松山千春『十勝』~一輪のバラ

 以前に、「超一流」と「三流」の違いを書きました(⇒コチラ)。その松山千春さんが、デビュー35周年を記念して、昨年夏に地元十勝で行った野外ライブ、『松山千春Summer Live in 十勝』がDVDで発売されました(1月25日)。途中から降り出した雨の中での熱唱が印象に残ります。久々に千春節を堪能したことでした。若い時の松山さんを知る人にとって、これほどビジュアルが変化した歌い手も珍しいですね。歌の上手さは変わりませんが。

 松山さんは、地元足寄高校では、首席となるなど成績は抜群で、担任からは大学進学を勧められていましたが、家業の苦しい家計を踏まえ「早く働いて父を助けたい」との考えから大学進学を断念しました。高校時代はバスケットボール部で、当時十勝地区で「シュートの鬼」の異名を取ったといいます。高校卒業後は、北見に出て、叔父が経営する小料理屋の手伝いと、クラブのバーテン兼照明係を行いながら、合間をみて作詞・作曲を行います。その後、一時足寄に戻り、父親の仕事を手伝いながら「フォーク音楽祭」に応募。生涯の“師”と仰ぐ竹田健二さんと出会うことになります。

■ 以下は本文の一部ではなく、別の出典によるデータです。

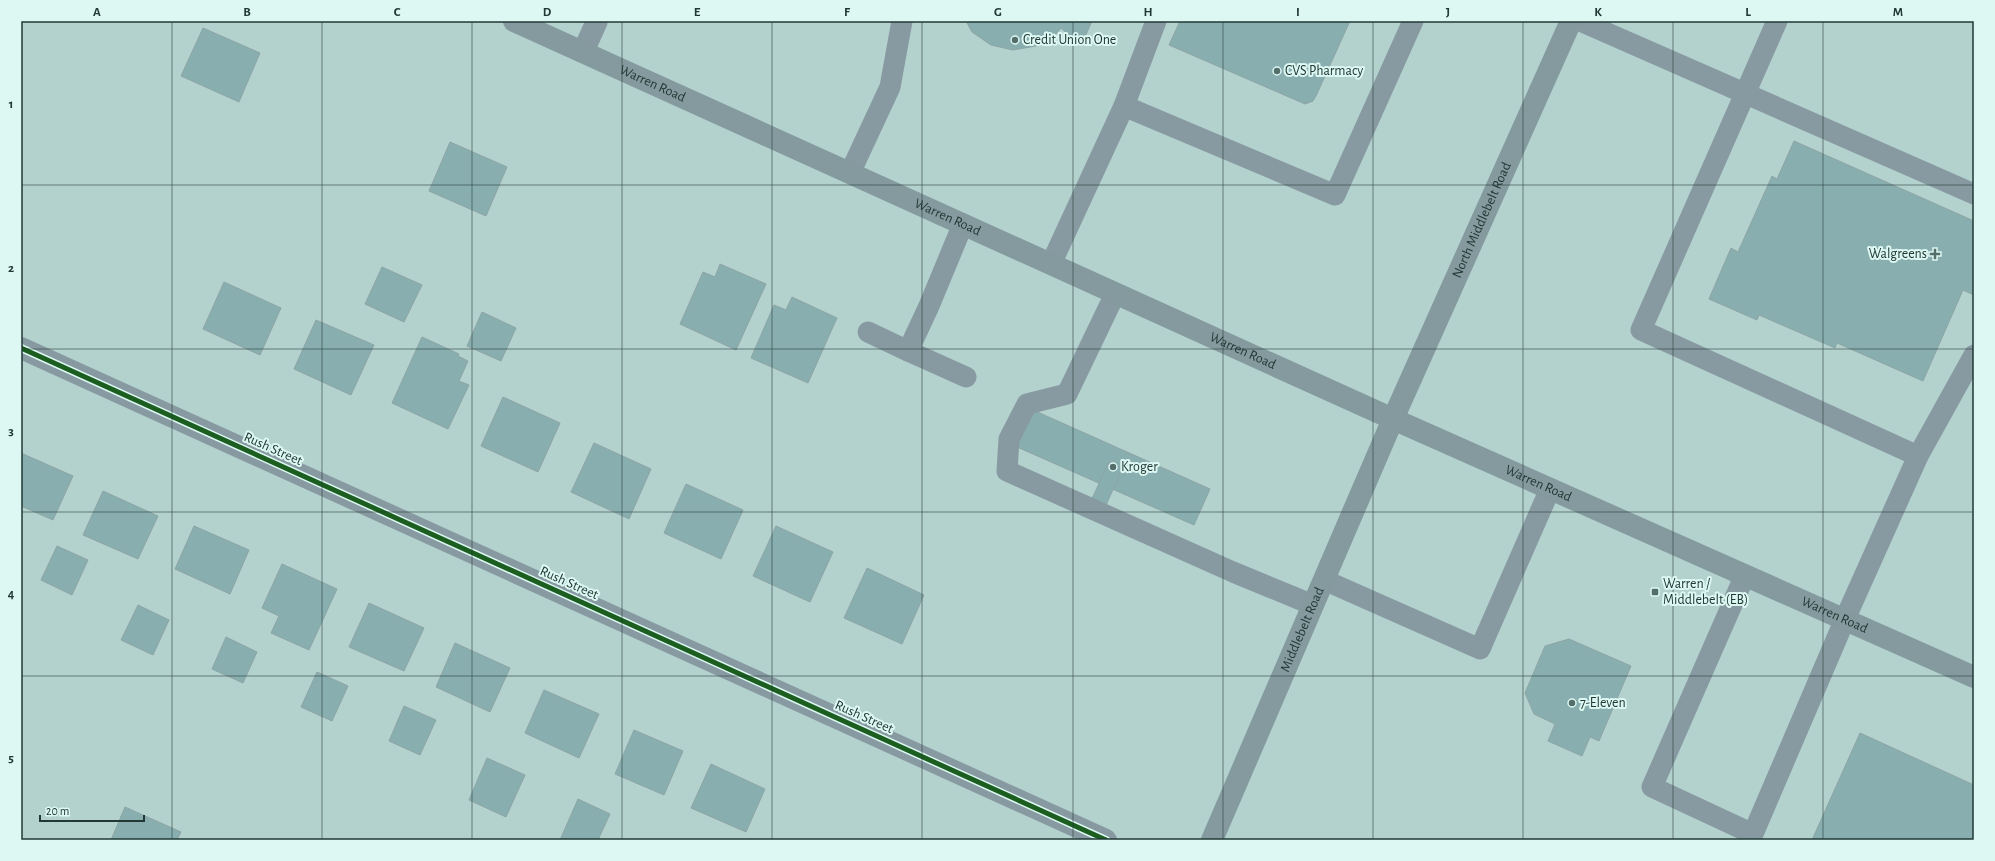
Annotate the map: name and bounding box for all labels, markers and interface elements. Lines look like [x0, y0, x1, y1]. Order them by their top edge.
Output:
text: A [93, 6, 101, 19]
text: B [243, 6, 251, 19]
text: C [394, 6, 401, 19]
text: D [543, 6, 552, 19]
text: E [694, 6, 701, 19]
text: F [844, 6, 851, 19]
text: G [994, 6, 1002, 19]
text: H [1143, 6, 1153, 19]
text: I [1296, 6, 1300, 19]
text: J [1446, 6, 1450, 19]
text: K [1594, 6, 1602, 19]
text: L [1745, 6, 1751, 19]
text: M [1893, 6, 1903, 19]
place label: Credit Union One [1023, 33, 1116, 47]
marker: Credit Union One [1010, 35, 1020, 45]
street label: Warren Road [617, 63, 688, 105]
place label: CVS Pharmacy [1285, 64, 1363, 78]
marker: CVS Pharmacy [1272, 66, 1282, 76]
text: 1 [9, 98, 13, 111]
street label: North Middlebelt Road [1450, 160, 1514, 280]
street label: Warren Road [912, 196, 983, 238]
place label: Walgreens [1869, 247, 1927, 261]
marker: Walgreens [1930, 249, 1940, 259]
text: 2 [8, 262, 14, 275]
street label: Warren Road [1208, 330, 1278, 372]
text: 3 [8, 425, 14, 438]
street label: Rush Street [242, 430, 305, 468]
place label: Kroger [1121, 460, 1158, 474]
marker: Kroger [1108, 462, 1118, 472]
street label: Warren Road [1503, 463, 1574, 504]
street label: Rush Street [538, 564, 601, 602]
place label: Warren / Middlebelt (EB) [1663, 577, 1748, 607]
street label: Middlebelt Road [1278, 585, 1327, 674]
marker: Warren / Middlebelt (EB) [1650, 587, 1660, 597]
text: 4 [8, 588, 15, 601]
street label: Warren Road [1799, 594, 1870, 636]
place label: 7-Eleven [1580, 696, 1626, 710]
street label: Rush Street [833, 698, 896, 736]
marker: 7-Eleven [1567, 698, 1577, 708]
text: 5 [8, 752, 14, 765]
scale bar [40, 797, 144, 823]
text: 20 m [46, 805, 69, 817]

 テレビドラマ『北の国から』の主題歌は、初めは倉本聰先生から、松山さんに作成を依頼されていたんですが、北海道をめぐる価値観の相違から仲たがいし、「北海道のことなど何も知らないくせに…」と行き違いが生じます。その結果、さだまさしさんが倉本先生の自宅に呼ばれ、ギターで即興で作った曲が、例の主題歌(あー、あー、ああああ、あーあ…)です。めったに人を褒めない、毒舌で知られる松山さんですが、さださんの詩だけは「すごい」と公言しています。松山さんは、自分の歌唱力には絶対的な自信を持っていて、「松山が生きている限りは自分以上に歌が上手い歌手は出てこない」と断言したこともあります。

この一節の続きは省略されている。